The company shall have a CEO who is elected by the Board of Directors.
Innofactor Plc can be represented by the Chairman of the Board of Directors or the company's CEO, or by two members of the Board of Directors acting together.
The company's accounts shall be audited by a certified accountant. If this auditor is not an authorised firm of public accountants, one deputy auditor shall be elected.
The auditors' term of office ends at the close of the first Annual General Meeting following their election.
The financial period of the company is a calendar year.
Invitations to General Meetings shall be published on the company's website in the Internet and shall conform to the requirements established for such invitations in Finland's Companies Act in all respects.
To participate in a General Meeting, shareholders must notify the company in the manner and (by the time stated in the invitation, such time being no earlier than ten (10) days prior to the date of the General Meeting General Meetings may be held at the company's domicile, in Helsinki or in Vantaa.
An Annual General Meeting shall be held each year no later than six (6) months after the end of the financial period on a day specified by the Board of Directors.
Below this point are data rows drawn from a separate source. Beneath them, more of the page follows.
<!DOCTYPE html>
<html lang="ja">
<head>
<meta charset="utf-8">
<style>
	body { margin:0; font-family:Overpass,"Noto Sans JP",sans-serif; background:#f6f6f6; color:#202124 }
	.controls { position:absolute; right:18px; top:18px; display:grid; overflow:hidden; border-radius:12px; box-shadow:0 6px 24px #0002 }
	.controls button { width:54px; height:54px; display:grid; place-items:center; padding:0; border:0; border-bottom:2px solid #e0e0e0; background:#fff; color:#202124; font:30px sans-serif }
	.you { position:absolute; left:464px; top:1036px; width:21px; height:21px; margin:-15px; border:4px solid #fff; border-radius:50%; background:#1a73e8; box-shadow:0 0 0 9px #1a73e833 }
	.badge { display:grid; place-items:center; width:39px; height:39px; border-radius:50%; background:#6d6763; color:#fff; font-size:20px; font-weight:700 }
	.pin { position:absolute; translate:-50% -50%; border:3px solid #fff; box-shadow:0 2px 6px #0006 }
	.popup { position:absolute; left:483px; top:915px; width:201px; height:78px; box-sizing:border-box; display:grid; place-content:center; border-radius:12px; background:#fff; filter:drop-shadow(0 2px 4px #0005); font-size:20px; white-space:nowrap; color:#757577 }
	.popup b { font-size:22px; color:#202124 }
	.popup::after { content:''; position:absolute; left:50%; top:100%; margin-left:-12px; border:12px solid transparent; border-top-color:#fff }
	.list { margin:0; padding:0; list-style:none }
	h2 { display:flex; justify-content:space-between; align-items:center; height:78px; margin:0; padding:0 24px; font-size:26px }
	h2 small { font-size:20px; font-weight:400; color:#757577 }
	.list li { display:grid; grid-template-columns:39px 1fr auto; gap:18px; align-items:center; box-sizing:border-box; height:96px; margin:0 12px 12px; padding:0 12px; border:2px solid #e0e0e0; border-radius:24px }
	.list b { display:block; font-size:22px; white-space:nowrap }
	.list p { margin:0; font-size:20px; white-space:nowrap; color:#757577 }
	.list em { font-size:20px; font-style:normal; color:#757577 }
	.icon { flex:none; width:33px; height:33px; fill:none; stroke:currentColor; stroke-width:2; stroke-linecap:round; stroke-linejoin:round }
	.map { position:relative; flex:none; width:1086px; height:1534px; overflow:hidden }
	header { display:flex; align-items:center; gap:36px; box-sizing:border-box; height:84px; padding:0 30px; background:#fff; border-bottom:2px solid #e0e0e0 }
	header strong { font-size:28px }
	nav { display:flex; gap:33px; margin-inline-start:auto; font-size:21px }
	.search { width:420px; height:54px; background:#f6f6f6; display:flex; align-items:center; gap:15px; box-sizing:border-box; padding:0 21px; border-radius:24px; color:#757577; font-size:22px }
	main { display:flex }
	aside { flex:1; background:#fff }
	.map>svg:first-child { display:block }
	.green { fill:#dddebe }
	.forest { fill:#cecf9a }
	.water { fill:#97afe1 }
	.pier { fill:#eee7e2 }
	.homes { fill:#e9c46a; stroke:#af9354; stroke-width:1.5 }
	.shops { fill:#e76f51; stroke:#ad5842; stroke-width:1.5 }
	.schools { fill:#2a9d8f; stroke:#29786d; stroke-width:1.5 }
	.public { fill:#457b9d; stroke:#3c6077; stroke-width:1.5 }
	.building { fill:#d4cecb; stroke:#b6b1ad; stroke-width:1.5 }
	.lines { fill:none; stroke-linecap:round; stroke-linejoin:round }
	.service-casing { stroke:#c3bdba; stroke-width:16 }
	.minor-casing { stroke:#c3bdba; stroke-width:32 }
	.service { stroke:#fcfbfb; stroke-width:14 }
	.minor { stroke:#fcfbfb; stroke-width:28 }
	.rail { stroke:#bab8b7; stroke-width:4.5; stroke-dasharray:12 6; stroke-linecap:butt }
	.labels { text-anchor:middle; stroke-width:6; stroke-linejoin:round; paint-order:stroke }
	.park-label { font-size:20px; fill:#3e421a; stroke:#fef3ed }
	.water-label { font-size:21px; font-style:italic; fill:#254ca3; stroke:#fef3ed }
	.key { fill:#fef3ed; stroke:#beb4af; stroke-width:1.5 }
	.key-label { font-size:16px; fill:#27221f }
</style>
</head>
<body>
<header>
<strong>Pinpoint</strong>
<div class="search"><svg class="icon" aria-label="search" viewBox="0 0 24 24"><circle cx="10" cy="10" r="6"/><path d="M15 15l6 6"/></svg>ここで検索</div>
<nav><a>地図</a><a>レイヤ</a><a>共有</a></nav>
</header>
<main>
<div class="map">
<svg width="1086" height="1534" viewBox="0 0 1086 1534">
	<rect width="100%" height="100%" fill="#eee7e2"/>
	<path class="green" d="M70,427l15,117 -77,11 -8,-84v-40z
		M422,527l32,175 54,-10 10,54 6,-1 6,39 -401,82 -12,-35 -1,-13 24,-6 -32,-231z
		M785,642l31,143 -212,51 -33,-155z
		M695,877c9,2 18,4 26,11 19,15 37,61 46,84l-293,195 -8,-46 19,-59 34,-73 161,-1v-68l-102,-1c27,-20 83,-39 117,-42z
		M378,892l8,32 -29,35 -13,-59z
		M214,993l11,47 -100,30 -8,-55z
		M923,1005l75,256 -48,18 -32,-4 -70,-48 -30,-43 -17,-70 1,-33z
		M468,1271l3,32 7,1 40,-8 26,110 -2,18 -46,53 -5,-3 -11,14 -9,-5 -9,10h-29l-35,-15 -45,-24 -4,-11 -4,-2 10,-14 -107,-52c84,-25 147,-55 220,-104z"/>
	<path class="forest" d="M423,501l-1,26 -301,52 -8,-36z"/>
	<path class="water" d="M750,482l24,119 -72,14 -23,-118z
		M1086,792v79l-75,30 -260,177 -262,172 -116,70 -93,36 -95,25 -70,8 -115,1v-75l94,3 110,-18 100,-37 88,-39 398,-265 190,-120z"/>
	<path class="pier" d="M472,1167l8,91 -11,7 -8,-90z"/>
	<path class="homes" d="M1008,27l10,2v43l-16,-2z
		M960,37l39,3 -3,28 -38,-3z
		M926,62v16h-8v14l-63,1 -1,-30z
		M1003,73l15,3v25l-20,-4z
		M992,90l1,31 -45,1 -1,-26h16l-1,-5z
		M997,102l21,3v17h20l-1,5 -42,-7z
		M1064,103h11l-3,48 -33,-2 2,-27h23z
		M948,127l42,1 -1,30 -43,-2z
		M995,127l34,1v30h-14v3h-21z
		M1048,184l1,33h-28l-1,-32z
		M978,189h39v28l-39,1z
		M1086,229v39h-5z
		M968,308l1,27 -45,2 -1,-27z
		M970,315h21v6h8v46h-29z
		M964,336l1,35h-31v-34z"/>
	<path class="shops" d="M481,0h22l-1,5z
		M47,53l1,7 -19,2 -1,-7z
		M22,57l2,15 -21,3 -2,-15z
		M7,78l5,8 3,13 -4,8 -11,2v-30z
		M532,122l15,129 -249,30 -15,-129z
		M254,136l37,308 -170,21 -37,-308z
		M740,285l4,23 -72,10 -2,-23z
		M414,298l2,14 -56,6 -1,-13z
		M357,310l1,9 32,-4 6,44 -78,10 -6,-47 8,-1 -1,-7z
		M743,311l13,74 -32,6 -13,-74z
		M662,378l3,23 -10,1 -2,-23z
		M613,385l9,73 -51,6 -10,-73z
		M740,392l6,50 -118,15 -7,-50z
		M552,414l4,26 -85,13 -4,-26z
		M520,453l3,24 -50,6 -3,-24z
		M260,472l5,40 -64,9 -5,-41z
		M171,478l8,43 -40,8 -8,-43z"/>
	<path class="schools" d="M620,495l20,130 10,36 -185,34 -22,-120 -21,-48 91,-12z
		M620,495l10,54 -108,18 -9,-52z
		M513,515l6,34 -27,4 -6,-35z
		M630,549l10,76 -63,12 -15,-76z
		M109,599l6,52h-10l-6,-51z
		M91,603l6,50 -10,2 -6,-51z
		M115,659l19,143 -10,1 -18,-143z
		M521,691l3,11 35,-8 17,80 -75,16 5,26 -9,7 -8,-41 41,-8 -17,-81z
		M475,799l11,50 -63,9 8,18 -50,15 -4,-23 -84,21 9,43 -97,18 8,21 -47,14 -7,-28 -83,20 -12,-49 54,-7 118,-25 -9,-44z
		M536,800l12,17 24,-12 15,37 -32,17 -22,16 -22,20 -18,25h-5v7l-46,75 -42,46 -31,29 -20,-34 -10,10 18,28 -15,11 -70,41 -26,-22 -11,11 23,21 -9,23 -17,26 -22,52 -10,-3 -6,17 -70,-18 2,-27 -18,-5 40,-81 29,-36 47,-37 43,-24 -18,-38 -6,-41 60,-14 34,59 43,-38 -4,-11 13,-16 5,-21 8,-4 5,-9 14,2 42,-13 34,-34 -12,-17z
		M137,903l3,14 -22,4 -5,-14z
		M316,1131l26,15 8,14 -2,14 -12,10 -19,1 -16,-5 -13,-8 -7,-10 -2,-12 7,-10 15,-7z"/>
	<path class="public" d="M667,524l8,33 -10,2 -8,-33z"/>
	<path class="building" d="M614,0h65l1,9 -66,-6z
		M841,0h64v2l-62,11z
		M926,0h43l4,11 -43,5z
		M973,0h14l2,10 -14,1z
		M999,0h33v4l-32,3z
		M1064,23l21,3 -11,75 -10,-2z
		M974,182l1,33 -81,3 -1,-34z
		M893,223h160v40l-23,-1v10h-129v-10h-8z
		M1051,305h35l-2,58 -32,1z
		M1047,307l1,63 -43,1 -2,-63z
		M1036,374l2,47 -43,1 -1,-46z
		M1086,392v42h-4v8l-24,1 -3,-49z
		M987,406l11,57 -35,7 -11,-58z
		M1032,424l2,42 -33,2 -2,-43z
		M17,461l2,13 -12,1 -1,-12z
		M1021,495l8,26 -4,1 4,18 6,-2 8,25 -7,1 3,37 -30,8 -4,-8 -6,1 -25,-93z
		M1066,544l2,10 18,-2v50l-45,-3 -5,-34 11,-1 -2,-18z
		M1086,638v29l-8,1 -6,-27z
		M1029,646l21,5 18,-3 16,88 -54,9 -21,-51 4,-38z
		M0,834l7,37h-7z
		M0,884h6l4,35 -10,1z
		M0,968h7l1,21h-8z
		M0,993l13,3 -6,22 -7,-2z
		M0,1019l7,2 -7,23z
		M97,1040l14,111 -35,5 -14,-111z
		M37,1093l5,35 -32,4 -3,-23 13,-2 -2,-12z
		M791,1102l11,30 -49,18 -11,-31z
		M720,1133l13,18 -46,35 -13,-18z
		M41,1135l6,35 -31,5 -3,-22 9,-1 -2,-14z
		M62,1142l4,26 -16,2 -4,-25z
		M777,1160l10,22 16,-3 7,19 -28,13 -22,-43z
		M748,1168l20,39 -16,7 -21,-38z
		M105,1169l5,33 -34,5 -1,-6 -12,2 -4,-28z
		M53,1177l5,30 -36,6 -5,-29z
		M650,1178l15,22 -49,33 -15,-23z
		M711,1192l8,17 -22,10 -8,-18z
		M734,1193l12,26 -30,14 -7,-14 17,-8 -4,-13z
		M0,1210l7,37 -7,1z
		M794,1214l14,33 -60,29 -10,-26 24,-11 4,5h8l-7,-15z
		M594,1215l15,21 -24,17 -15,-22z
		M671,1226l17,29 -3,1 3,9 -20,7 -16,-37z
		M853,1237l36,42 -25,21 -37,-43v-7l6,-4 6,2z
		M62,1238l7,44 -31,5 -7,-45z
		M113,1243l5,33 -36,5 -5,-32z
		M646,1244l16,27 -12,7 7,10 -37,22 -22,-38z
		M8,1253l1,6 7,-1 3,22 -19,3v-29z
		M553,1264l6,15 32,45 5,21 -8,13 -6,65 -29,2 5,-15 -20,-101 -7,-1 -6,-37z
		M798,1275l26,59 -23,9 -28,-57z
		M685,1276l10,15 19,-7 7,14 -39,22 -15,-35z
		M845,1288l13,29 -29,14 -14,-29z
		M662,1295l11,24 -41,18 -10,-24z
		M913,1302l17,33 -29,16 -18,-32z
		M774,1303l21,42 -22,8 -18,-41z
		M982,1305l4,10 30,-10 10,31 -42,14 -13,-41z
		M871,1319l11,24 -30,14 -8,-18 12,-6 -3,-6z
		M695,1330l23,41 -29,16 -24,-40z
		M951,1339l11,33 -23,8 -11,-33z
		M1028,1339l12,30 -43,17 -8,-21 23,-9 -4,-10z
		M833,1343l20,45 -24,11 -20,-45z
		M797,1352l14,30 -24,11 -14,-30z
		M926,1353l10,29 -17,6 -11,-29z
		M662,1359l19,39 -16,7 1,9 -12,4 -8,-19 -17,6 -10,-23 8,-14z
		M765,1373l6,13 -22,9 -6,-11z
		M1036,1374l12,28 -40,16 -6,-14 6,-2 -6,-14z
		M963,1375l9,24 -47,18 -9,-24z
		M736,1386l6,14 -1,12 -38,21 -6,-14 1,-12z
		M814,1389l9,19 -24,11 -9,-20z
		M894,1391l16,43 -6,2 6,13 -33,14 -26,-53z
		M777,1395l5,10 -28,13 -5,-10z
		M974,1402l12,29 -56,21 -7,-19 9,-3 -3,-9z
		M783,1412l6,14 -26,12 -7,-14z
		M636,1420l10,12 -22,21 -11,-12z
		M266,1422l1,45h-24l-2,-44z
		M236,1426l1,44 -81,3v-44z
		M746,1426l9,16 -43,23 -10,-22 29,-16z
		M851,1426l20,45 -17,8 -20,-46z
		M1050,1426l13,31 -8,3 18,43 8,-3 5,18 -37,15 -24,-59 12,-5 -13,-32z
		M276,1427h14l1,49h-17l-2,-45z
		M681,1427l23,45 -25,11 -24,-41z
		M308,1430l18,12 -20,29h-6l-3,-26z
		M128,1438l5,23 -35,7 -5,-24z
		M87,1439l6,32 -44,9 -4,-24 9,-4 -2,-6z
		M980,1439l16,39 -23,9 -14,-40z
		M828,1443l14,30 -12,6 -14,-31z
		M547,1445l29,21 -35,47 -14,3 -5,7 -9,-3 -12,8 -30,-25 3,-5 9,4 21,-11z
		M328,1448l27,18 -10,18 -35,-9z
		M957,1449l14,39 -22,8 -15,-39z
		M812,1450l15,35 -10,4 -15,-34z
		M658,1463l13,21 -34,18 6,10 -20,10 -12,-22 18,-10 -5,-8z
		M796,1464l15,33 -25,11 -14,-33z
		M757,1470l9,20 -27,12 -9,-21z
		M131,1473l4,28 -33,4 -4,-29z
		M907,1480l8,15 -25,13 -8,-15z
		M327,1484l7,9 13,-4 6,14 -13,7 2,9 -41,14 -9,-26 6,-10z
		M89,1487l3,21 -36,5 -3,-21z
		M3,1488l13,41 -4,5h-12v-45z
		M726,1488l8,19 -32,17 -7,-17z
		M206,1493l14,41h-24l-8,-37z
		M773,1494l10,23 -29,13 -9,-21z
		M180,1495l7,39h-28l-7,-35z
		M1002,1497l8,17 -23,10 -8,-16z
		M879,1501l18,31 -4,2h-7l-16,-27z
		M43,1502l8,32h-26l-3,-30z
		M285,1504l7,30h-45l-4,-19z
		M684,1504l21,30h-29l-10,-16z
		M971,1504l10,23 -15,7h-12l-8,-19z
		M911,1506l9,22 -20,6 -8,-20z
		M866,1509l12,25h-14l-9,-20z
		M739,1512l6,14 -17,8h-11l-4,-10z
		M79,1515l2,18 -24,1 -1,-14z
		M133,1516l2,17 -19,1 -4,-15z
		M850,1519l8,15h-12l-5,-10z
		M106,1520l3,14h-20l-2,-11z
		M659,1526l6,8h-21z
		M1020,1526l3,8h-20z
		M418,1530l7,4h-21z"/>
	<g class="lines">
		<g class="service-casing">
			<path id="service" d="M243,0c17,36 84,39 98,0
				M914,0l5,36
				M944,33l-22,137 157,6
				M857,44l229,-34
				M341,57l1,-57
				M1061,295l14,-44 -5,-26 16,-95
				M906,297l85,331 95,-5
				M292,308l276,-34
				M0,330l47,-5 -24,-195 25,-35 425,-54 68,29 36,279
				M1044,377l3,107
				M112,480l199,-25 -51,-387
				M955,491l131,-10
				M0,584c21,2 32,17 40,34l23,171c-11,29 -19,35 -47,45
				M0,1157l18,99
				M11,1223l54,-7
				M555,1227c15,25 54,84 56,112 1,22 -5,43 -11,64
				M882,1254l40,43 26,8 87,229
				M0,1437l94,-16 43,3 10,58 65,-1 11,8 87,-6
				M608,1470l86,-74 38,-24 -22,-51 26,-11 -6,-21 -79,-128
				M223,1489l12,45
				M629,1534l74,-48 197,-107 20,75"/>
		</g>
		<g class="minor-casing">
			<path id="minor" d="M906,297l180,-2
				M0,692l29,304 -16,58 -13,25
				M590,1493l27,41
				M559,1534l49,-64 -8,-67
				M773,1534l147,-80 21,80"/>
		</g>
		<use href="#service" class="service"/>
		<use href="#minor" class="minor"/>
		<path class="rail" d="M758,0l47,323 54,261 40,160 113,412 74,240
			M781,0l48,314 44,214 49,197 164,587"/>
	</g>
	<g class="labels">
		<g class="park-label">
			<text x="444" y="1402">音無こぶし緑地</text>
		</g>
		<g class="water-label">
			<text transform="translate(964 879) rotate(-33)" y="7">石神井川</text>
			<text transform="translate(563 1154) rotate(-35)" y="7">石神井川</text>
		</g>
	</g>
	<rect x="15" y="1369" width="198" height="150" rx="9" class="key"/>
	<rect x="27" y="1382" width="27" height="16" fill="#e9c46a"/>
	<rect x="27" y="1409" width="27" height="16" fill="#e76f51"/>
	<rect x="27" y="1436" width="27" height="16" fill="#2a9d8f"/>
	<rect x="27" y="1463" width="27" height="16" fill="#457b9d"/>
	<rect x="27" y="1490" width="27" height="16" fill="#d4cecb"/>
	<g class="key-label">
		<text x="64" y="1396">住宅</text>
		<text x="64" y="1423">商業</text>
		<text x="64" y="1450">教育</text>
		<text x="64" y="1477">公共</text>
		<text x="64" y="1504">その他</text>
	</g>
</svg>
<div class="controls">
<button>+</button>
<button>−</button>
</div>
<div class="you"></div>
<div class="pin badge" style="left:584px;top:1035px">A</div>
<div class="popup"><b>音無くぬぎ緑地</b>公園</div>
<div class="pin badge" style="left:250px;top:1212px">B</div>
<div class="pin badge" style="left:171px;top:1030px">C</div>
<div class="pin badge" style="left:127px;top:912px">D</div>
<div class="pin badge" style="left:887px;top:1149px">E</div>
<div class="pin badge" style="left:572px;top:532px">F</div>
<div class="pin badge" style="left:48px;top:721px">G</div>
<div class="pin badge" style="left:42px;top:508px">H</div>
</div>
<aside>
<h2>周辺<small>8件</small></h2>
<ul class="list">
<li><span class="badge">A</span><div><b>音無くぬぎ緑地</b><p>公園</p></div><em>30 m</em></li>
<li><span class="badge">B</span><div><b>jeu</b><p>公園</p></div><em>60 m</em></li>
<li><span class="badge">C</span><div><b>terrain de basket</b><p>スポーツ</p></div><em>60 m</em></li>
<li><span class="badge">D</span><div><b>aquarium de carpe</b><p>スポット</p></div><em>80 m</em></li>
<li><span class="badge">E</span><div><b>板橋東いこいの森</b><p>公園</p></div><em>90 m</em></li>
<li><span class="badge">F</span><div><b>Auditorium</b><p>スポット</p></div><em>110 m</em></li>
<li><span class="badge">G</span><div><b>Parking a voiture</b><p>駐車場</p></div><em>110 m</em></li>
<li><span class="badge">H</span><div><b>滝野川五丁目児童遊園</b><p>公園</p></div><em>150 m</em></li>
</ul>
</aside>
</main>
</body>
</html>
At the Annual General Meeting, the following documents shall be presented:
1. The company's annual accounts, including the consolidated annual accounts, and the company's annual report, and
2. The auditor's report.
the following decisions shall be made:
3. Adoption of the annual accounts,
4. How the profit declared in the adopted balance sheet will be used,
5. The granting of discharge from liability to members of the Board of Directors and the CEO,
6. Remuneration of members of the Board of Directors and the auditors, and
7. The number of members and deputy members of the Board of Directors.
and the following elections will be made:
8. Members and deputy members of the Board of Directors, and
9. The Auditor and, if necessary, the Deputy Auditor.
The Articles of Association were updated in the Trade Register on April 23, 2013.